__Exercise__:
Only the lines from the top of the following listing through the line with "Describe the street" belong in your answer, exactly as written.

--- Extracted records ---

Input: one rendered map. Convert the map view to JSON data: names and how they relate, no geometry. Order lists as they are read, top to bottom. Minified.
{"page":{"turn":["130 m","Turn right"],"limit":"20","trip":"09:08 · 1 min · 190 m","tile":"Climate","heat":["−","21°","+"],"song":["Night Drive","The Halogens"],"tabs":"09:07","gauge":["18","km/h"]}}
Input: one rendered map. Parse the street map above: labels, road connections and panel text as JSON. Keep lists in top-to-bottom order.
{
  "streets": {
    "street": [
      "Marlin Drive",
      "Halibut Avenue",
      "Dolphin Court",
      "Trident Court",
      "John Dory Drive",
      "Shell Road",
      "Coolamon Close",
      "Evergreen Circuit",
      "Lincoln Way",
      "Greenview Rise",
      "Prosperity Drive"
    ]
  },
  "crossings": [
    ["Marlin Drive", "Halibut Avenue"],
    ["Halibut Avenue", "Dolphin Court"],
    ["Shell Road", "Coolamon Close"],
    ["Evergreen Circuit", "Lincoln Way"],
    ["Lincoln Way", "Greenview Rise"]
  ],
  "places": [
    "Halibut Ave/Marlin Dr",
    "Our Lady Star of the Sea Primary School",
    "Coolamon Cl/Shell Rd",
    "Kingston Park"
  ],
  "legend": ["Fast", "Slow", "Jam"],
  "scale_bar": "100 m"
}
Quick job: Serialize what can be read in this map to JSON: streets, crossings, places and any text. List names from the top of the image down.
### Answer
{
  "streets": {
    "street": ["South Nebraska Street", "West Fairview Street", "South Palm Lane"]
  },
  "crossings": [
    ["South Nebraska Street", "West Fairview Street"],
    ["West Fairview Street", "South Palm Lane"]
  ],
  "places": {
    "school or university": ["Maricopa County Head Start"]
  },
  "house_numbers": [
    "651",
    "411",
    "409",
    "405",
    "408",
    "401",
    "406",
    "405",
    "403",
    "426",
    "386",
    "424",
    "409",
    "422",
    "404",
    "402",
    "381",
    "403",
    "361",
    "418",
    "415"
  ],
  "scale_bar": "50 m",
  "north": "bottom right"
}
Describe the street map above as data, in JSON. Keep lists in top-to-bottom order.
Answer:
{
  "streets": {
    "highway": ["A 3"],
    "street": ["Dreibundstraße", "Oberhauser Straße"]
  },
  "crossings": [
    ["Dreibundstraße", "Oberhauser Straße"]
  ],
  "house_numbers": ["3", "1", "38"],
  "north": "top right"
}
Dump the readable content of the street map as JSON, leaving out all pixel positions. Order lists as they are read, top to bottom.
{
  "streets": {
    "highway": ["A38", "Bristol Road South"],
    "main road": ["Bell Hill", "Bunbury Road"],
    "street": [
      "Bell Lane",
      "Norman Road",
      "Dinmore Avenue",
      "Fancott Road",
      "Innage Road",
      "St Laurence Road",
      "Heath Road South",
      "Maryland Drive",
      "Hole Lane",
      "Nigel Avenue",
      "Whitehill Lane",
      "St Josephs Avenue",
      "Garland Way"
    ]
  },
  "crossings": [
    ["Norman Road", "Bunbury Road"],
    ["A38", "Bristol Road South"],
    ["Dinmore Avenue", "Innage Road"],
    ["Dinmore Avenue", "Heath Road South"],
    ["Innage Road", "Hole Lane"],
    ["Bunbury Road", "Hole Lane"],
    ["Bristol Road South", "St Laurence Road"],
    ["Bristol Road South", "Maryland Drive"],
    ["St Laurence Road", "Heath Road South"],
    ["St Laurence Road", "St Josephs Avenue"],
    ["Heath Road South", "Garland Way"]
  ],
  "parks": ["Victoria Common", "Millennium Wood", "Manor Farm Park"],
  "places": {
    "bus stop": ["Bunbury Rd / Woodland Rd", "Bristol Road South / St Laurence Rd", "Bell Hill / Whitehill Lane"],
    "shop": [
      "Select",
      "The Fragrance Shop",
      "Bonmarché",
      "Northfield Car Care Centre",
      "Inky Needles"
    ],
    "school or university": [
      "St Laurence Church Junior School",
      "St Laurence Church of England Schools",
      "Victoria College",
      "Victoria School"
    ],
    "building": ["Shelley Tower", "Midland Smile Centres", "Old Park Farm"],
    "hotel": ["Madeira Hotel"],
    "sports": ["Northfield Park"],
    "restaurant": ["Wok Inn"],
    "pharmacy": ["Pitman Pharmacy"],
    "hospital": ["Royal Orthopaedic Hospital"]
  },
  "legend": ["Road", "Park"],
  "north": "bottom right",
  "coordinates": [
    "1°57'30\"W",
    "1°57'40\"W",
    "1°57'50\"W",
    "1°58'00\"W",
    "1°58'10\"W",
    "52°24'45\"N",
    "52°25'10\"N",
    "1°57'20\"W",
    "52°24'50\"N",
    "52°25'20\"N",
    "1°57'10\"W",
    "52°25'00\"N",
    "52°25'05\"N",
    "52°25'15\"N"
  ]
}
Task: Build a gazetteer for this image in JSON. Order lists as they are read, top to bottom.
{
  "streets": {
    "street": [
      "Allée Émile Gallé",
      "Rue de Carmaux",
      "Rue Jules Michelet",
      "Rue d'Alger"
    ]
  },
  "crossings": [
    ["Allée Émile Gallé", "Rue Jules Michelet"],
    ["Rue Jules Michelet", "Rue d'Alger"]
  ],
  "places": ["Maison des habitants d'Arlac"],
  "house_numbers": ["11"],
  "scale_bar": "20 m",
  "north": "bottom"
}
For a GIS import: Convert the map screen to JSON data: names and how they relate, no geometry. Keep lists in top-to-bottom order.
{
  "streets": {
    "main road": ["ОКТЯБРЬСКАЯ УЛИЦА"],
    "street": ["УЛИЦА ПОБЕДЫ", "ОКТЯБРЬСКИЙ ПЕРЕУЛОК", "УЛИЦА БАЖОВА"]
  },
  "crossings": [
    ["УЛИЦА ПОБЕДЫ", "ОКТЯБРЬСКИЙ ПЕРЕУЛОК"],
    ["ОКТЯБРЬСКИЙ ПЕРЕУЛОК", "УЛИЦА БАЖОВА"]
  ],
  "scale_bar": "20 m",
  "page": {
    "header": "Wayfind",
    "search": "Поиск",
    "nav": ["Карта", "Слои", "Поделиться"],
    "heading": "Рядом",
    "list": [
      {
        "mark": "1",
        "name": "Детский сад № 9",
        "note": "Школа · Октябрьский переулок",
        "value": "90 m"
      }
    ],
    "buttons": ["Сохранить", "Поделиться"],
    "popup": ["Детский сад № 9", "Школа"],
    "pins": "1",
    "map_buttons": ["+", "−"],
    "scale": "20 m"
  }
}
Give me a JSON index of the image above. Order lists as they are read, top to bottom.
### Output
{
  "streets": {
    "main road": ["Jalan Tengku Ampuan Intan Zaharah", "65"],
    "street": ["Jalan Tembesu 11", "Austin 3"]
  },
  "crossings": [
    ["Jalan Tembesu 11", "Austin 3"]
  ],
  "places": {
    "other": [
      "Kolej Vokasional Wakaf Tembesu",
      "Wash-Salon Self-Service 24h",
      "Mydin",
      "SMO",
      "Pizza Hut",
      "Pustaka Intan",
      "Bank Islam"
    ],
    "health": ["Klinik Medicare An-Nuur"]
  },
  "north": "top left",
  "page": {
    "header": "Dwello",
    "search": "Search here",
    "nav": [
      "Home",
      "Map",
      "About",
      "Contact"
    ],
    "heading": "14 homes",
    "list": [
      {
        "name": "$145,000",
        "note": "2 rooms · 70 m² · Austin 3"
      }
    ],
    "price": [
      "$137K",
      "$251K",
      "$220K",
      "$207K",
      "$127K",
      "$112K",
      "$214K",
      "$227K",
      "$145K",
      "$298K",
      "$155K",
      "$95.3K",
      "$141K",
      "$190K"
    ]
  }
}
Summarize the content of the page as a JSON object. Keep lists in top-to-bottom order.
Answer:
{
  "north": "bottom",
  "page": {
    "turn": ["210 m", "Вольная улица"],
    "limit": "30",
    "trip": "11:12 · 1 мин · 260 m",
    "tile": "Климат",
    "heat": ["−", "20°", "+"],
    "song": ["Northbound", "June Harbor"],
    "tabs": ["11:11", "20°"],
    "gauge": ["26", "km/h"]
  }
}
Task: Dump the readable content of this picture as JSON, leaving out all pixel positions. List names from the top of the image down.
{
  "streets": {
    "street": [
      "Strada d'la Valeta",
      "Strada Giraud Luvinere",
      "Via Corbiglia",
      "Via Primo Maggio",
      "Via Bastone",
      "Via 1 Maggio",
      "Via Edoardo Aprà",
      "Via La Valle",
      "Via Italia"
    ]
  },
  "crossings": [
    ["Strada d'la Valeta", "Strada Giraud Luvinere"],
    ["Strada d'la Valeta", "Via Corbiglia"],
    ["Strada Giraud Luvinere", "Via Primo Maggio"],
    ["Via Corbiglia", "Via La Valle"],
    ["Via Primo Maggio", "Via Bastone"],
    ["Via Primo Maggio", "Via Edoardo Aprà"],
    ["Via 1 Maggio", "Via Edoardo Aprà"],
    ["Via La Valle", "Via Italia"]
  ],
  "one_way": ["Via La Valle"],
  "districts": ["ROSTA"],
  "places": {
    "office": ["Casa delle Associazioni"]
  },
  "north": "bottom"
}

---

__Task answer__:
Input: one rendered map. Convert the map view to JSON data: names and how they relate, no geometry. Order lists as they are read, top to bottom. Minified.
{"page":{"turn":["130 m","Turn right"],"limit":"20","trip":"09:08 · 1 min · 190 m","tile":"Climate","heat":["−","21°","+"],"song":["Night Drive","The Halogens"],"tabs":"09:07","gauge":["18","km/h"]}}
Input: one rendered map. Parse the street map above: labels, road connections and panel text as JSON. Keep lists in top-to-bottom order.
{
  "streets": {
    "street": [
      "Marlin Drive",
      "Halibut Avenue",
      "Dolphin Court",
      "Trident Court",
      "John Dory Drive",
      "Shell Road",
      "Coolamon Close",
      "Evergreen Circuit",
      "Lincoln Way",
      "Greenview Rise",
      "Prosperity Drive"
    ]
  },
  "crossings": [
    ["Marlin Drive", "Halibut Avenue"],
    ["Halibut Avenue", "Dolphin Court"],
    ["Shell Road", "Coolamon Close"],
    ["Evergreen Circuit", "Lincoln Way"],
    ["Lincoln Way", "Greenview Rise"]
  ],
  "places": [
    "Halibut Ave/Marlin Dr",
    "Our Lady Star of the Sea Primary School",
    "Coolamon Cl/Shell Rd",
    "Kingston Park"
  ],
  "legend": ["Fast", "Slow", "Jam"],
  "scale_bar": "100 m"
}
Quick job: Serialize what can be read in this map to JSON: streets, crossings, places and any text. List names from the top of the image down.
### Answer
{
  "streets": {
    "street": ["South Nebraska Street", "West Fairview Street", "South Palm Lane"]
  },
  "crossings": [
    ["South Nebraska Street", "West Fairview Street"],
    ["West Fairview Street", "South Palm Lane"]
  ],
  "places": {
    "school or university": ["Maricopa County Head Start"]
  },
  "house_numbers": [
    "651",
    "411",
    "409",
    "405",
    "408",
    "401",
    "406",
    "405",
    "403",
    "426",
    "386",
    "424",
    "409",
    "422",
    "404",
    "402",
    "381",
    "403",
    "361",
    "418",
    "415"
  ],
  "scale_bar": "50 m",
  "north": "bottom right"
}
Describe the street map above as data, in JSON. Keep lists in top-to-bottom order.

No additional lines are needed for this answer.